When the device is powered on, it starts with displaying the logo of EEWORLDONLINE on the OLED display. Immediately after that, it starts reading values from all three sensors and displays the values on the OLED display. The values are updated every second.

Programming guide

The Arduino sketch begins with importing libraries for SPI communication and libraries required for SSD1306 OLED. The library for interfacing SSD1306 with Arduino is available from Adafruit. To find it navigate to library manager of Arduino IDE, Sketch -> Include Library -> Manage Libraries. Search for SSD1306 and select the latest version of the Adafruit SSD1306 library.

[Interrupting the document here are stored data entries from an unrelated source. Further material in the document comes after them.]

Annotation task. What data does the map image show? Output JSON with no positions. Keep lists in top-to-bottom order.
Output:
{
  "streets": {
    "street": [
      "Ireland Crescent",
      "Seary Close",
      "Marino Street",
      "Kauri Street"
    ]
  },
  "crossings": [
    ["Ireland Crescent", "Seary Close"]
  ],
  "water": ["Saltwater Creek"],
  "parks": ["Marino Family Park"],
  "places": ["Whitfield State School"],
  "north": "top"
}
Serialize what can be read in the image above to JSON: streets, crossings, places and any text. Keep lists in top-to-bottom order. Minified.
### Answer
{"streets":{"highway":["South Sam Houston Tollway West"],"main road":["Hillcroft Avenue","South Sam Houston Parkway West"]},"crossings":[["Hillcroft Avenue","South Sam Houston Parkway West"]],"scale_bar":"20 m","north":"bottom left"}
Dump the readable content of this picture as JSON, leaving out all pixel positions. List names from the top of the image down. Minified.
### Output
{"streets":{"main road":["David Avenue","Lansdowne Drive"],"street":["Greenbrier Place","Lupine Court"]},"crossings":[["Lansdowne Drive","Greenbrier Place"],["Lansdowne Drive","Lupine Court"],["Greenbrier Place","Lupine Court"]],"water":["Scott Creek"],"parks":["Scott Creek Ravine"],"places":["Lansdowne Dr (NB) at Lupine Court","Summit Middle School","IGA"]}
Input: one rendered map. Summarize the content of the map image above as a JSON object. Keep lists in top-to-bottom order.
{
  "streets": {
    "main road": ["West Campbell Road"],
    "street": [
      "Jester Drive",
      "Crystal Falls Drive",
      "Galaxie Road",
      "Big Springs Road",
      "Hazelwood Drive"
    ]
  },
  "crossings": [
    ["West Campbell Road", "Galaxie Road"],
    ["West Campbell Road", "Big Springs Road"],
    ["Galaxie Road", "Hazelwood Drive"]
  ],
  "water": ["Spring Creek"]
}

It will also download the GFX library as one dependency.

The declaration of SSD1306 specific variables follows the inclusion of libraries for SSD1306. These variables store the SSD1306 specific constant values and pin assignment. A bitmap object is stored in the Arduino’s PROGMEM to store the EEWORLDONLINE’s logo.

This is followed by the definition of RLoad and RZero constants for the MQ-135 sensor and the inclusion of the MQ-135 library. This MQ-135 library can be downloaded as a Zip file from this link and can be imported by navigating to Sketch-> Include Library -> add .Zip library. The variables are declared for storing sensor values and pin assignment for dust sensor, MQ-135, and MQ-2 sensor.

A function drawbm() is defined to show the EEWORLDONLINE logo on the SSD1306 OLED display. In the setup() function, the baud rate for serial communication is set to 9600 as all the pollution metrics are also communicated to the serial port for observation. The SSD1306 OLED display is initiated by calling display. Begin () function, and the EEWORLDONLINE logo is displayed on the screen. The MQ135 sensor pin is set as input, and the pin connecting to the LED of the dust sensor is set as output. The analog pin-connected MQ-2 sensor is also set as input.

In the loop() function, first of all, the dust level is calculated. The IR diode is turned ON for 280 microseconds for measuring dust level, and the output voltage from the photosensor is read. The reading output voltage from the dust sensor takes around 40 to 50 microseconds, so a delay of 40 microseconds is provided. According to the datasheet of GP2Y1010AU0F, the IR diode is pulsed every 10 milliseconds, so still, 9.68 milliseconds are left. The dust level is calculated using the following equations and printed to the Serial Monitor.

calcVoltage = voMeasured*(5.0/1024);
dustDensity = 0.17*calcVoltage-0.1;

Then, the analog reading from the MQ-135 sensor is obtained, and the value of CO2 concentration in PPM is calculated. Similarly, the analog reading from the MQ-2 sensor is obtained, and the value of smoke density in PPM is directly obtained. All the pollution metrics are communicated to the serial monitor as well as displayed on the OLED screen.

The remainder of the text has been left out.